College officials didn't want to go on camera, but they believe they are entitled to something for their land.

Pottow, a bankruptcy expert studied the deal, and he agrees.

"It surely creates a problem for the city," he said. "Because the city now has to go back and tell FGIC, 'By the way we don't own the land, but we have these great partners over here and I'm sure they are going to be very enthusiastic about it as well.'"

It's not clear whether FGIC knows about this agreement, or whether the wrinkle will derail the deal. Lawyers for the creditor did not return Fox 2's messages.

City officials responded to a request for comment, but they didn't have much to say.

The city's official response came in an e-mail from a spokesman for Mayor Mike Duggan. It says: "This matter is subject to mediation, so we are not able to comment on it at this time."

Closing the deal may hinge on high-stakes mediation. 

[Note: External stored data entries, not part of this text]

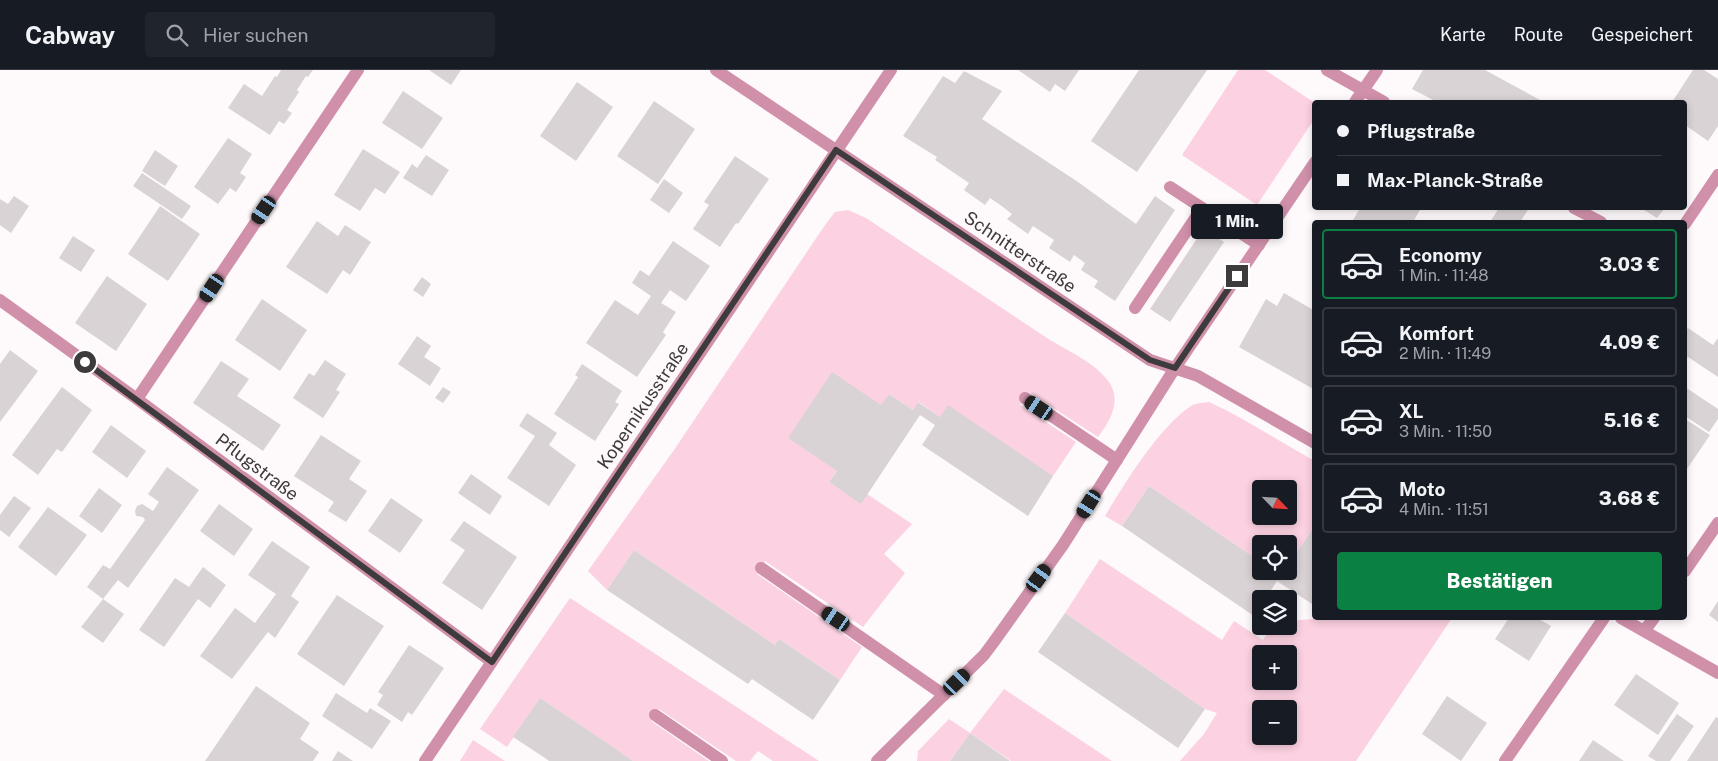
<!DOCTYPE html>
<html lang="de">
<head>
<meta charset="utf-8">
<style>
	body { margin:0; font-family:"Public Sans",sans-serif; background:#20242c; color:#f1f3f6; height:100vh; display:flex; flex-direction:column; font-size:19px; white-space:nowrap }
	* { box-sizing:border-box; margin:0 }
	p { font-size:16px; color:#9ea1a6 }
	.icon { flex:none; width:28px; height:28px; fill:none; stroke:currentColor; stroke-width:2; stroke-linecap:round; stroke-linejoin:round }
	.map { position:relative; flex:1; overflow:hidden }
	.drawer { position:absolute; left:1312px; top:150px; width:375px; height:400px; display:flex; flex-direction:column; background:#171b24; border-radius:5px; box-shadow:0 2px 8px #0003 }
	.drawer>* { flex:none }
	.top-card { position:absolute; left:1312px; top:30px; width:375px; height:110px; border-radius:5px; box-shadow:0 2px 8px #0003; display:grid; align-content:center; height:110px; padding:0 25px; background:#171b24 }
	.needle { width:32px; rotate:115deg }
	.tools { position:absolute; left:1252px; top:410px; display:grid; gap:10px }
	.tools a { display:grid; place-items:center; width:45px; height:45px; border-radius:5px; background:#171b24; box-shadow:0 2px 8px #0003; font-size:25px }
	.end { position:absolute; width:22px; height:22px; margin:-11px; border:6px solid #3e3b3c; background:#fff; box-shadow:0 0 0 2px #fff }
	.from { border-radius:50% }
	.bubble { position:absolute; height:35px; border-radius:5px; background:#171b24; box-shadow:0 2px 8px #0003; font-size:16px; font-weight:800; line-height:35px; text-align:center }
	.car { position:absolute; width:15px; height:30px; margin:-15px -8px; border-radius:6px; box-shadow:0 0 4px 1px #0007; background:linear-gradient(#222 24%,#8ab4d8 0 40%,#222 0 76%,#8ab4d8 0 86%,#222 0) }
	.top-card b { display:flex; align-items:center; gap:18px; height:48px; font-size:19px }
	.top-card b+b { border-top:1px solid #363941 }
	.top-card i { width:12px; height:12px; background:#f1f3f6 }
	ul { padding:9px 0 0; list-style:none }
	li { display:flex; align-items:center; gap:15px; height:70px; margin:0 10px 8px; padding:0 15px; border:2px solid #363941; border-radius:5px }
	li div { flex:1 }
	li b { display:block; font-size:19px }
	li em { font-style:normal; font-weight:800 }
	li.current { border-color:#0b8043 }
	li>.icon { width:45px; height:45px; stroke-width:1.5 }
	.action { display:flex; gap:10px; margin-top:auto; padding:10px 25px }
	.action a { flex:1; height:58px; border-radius:5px; background:#0b8043; color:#fff; font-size:20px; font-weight:800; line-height:58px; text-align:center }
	header { display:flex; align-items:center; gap:30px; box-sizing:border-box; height:70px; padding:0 25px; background:#171b24; border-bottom:1px solid #363941 }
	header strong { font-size:24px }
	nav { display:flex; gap:28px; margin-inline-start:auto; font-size:18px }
	.search { width:350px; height:45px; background:#20242c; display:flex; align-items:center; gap:12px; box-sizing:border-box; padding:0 18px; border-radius:5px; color:#9ea1a6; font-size:19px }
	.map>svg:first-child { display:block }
	.green { fill:#fcd1e1; fill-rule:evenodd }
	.building { fill:#dad3d5 }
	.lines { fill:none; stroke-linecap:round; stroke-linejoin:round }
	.lane { stroke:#d090aa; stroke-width:12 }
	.street { stroke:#d090aa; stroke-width:12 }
	.route { stroke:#3e3b3c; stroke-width:6 }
	.labels { text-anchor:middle; stroke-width:4.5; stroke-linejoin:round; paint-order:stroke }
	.street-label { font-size:18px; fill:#3e3b3c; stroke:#fef9fb }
</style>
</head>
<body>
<header>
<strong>Cabway</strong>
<div class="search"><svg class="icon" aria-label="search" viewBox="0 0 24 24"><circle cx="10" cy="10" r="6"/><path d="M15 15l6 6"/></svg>Hier suchen</div>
<nav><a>Karte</a><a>Route</a><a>Gespeichert</a></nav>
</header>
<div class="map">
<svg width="1718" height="691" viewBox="0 0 1718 691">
	<rect width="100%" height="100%" fill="#fef9fb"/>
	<path class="green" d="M1238,0H1265L1315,33V48L1257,135L1182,85Z
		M848,140L866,148C926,188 987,228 1047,268C1067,281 1095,292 1109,312C1122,331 1110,351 1098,367L1029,322L1020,335L1076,372L1053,406L1012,379L940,347L919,332L913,340L889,324L829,412L861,433L867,424L912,454L884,484L905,503L863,557L765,491L757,504L862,577L840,610L779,569L775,575L634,480L607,520L588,501L674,380L825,155L835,142Z
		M1209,332C1246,349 1280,372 1315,391V455L1289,494V474H1261V492L1149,416L1122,456L1105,446C1125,413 1159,357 1191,336C1195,333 1204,333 1209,332ZM1261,419H1289V446H1261Z
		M1100,489L1222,570L1234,551L1263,570L1272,556H1289V551L1324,548H1452L1356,691H1180L1204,664L1217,643L1205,639L1065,543ZM1261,584H1289V611H1261ZM1261,639H1289V666H1261Z
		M570,528L819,691H773L758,681L750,691H736L659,639L651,651L709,691H633L540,628L507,677L480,659Z
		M1004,619L1112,691H1011L970,663L950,691H917L918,681L949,649L970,663Z
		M473,670L505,691H460Z"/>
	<path class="building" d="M281,0H313L308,7L306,6L297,20L299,22L287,40L292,43L284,54L279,51L270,65L228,38L244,14L262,26L275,6L277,7Z
		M429,0H461L451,15Z
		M1018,0H1079L1065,21L1055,14L1050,22Z
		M1139,0H1207L1137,102L1091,71Z
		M1423,0H1485L1544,32H1437L1412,19Z
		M1693,0H1704L1718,9V56L1708,71L1685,55V32H1672Z
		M964,1L1002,21L982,49L1078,112L1136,154L1155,126L1175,140L1115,231L1094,217L1098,211L1081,200L1085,193L1074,185L1070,192L1049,178L1054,170L1033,156L1028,164L1007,149L1012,144L999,134L990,128L985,135L964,120L969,113L935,90L937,87L903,66L943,6L955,13Z
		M577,12L613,37L576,91L540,66Z
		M403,21L443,48L422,79L382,53Z
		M654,31L695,59L658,114L617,86Z
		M228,68L252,84L240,103L246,107L236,122L230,118L218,134L194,117Z
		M363,79L400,102L385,124L375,118L360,141L334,125Z
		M155,80L178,96L165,116L142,101Z
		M426,85L449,100L432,126L403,108L412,94L417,98Z
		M735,86L769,109L738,154L736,153L720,177L693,159L709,135L704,132Z
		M142,103L191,136L182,149L133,116Z
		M664,109L683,123L669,143L650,130Z
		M14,126L29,136L11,163L0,155V129L8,134Z
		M160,136L200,164L168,211L128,184Z
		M1360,138H1421L1413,152H1352Z
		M1499,138H1529L1520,152H1490Z
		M1641,138H1665L1657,148Z
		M317,151L338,166L345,155L371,172L350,205L343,200L327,224L286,197Z
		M1204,158L1224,172L1170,252L1150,239Z
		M73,166L95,180L81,202L59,188Z
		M673,171L710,196L686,231L670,220L661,233L676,242L663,262L666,265L637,307L586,273L615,230L638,245L651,226L632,213L640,200L649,206Z
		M107,206L147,234L116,281L75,253Z
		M422,207L431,214L423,227L413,220Z
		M1284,223L1315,241V249L1312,255L1315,257V320L1239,277L1266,229L1277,236Z
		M262,229L307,260L280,301L235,270Z
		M1688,258L1713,275L1718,268V307L1685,285V262Z
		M417,266L431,276L424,287L441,298L430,316L398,294Z
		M10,280L38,301L0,352V294Z
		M325,290L346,304L336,320L340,322L323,348L293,328L309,303L314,306Z
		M221,291L249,309L237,326L281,355L263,381L193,333Z
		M582,294L622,321L615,332L619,334L595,371L554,344L578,307L575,305Z
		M832,302L881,335L889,324L913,340L918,332L940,347L948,335L1053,406L1028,446L922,375L935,355L920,345L861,434L829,412L837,401L788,368Z
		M62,317L92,340L62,382L57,379L38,405L12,385Z
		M443,317L451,322L443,333L435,328Z
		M1685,317L1718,339V349L1709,362L1685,346Z
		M527,343L557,363L549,375L576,395L549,436L507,408L535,366L519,356Z
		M1685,349L1710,365L1685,402Z
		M111,355L146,381L127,408L92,382Z
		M321,365L361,391L349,409L367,421L346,452L328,441L334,432L294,406Z
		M167,397L199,420L128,518L118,510L103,529L87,517L103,495L110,499L145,450L143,447L136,446L135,441L137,436L142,434L153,441L159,432L148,424Z
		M471,404L502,426L490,445L458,423Z
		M1149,416L1261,492V501H1274L1281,506L1284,501H1289V494L1315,455V536L1277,511L1265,529H1261V535L1254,546L1122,456Z
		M99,418L122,435L102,463L79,446Z
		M14,426L31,438L9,467L0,460V445Z
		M391,428L423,450L400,483L368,461Z
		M219,434L253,459L234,486L200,461Z
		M48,437L87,465L56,506L18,477Z
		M464,451L517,487L482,540L442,513L465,480L450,470Z
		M272,471L310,497L291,526L299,532L275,568L268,562L232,609L200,586L235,538L255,553L276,524L248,505Z
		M634,480L775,575L779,569L840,610L813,650L752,609L748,614L607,520Z
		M203,497L226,515L210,538L198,529L164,577L139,560L175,508L189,517Z
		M337,525L384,556L344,616L297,584Z
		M103,529L124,544L103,573L81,557Z
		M1718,531V552L1709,545Z
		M1065,543L1205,639L1178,678L1038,582Z
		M1509,548H1537L1551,556L1529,591L1495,569Z
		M409,575L444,598L412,645L408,642L402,652L377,635L383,625L378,622Z
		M1636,604L1679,633L1658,665L1614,635Z
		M256,616L310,653L300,669L319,682L313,691H205Z
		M336,623L367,643L370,638L391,651L372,679L322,646Z
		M1447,626L1487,653L1461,691L1422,664Z
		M540,628L610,675L633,691H549L545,688L513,667Z
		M1677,644L1694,656L1670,691H1656L1648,686Z
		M1716,647L1718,648V691H1687Z
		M970,663L1010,691H950Z
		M1593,670L1624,691H1579Z
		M338,681L353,691H332Z"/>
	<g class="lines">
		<path class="lane" d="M1170,117L1259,175
			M1135,238L1202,138
			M1025,328L1117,390
			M761,498L944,625
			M655,645L722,691"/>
		<path class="street" d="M716,0L1150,290L1198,306L1315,373
			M1327,0L1384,32
			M1355,32L1377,0
			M1574,138L1601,152
			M1685,154L1718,105
			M0,230L137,329L492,592
			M137,329L358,0
			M1685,501L1718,453
			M1621,548L1718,603
			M1644,561L1654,548
			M425,691L891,0
			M877,691L984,585L993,573L1063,475L1175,298L1315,92
			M1505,691L1604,548"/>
	</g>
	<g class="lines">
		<path class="route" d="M85,292L492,592L836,80L1150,290L1175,298L1237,206"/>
	</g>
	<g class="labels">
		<g class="street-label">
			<text transform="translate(1020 182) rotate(34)" y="6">Schnitterstraße</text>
			<text transform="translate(643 336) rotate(-56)" y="6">Kopernikusstraße</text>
			<text transform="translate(257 397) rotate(37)" y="6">Pflugstraße</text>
		</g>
	</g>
</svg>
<div class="tools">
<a><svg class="needle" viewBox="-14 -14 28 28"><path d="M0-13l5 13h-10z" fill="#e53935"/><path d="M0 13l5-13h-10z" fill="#9ea1a6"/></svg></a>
<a><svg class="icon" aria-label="locate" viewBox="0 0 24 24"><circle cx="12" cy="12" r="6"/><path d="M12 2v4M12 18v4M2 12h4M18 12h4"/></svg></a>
<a><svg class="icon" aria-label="layers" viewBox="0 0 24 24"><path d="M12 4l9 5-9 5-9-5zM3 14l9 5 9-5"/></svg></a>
<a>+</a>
<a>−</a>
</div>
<i class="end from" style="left:85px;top:292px"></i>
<i class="end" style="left:1237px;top:206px"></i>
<div class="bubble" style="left:1191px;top:134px;width:92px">1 Min.</div>
<i class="car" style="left:264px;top:140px;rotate:214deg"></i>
<i class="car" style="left:212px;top:218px;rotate:214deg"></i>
<i class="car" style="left:1039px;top:338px;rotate:304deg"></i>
<i class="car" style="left:1089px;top:434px;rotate:212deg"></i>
<i class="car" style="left:1039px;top:508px;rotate:36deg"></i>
<i class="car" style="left:836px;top:549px;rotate:304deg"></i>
<i class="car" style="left:957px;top:612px;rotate:46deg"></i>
<div class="top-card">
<b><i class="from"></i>Pflugstraße</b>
<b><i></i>Max-Planck-Straße</b>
</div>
<section class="drawer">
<ul>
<li class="current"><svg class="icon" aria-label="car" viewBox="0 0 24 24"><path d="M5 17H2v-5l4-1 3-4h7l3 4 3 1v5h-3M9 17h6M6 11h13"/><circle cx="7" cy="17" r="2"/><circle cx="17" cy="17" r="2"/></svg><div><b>Economy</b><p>1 Min. · 11:48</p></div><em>3.03 €</em></li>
<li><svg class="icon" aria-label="car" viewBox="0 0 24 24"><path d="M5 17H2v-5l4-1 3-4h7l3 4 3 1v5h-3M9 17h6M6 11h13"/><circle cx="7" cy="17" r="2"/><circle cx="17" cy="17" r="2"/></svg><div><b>Komfort</b><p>2 Min. · 11:49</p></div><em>4.09 €</em></li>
<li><svg class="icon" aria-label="car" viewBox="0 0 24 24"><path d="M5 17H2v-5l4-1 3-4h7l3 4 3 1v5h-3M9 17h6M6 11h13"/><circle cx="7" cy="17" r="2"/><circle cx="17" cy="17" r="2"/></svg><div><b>XL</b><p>3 Min. · 11:50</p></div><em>5.16 €</em></li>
<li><svg class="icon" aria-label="car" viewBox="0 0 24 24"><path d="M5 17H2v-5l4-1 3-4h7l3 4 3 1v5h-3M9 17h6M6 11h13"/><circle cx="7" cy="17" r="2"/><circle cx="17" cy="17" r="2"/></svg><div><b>Moto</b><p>4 Min. · 11:51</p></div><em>3.68 €</em></li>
</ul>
<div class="action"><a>Bestätigen</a></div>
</section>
</div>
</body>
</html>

"Knowing how everything has gone in this case so far," Pottow said. "I will bet you any amount of money you want that if that happens, the judge will say 'Why don't you guys go and mediate it and see if you can come to a consensual agreement.' Because that is how everything has gone in this bankruptcy case so far." 

Pottow doesn't expect the college to stand in the way of the deal, but he says they have a lot of leverage 

"They literally have a veto right," Pottow said. "They can say no." 

Pottow says that unless anyone can prove that this deal is void, they're going to expect something for their land.

"Wayne County Community College is not going to give away anything for free," he said. "So they are going to want to participate in what they see as the surplus of this transaction."

This afternoon Fox 2 spoke to Wayne County Community College Chancellor Curtis Ivory. He said he is confident the college still has a 10 percent stake in the property.

He says if anyone can prove otherwise, they have not shared that information with the college officals. 

The college wants to be involved in the conversation, they are not sure what it is worth, they don't know if there is another property they would like to have. 

Fox 2 is being told that everybody has been consulted so far but the college says, "everyone but us."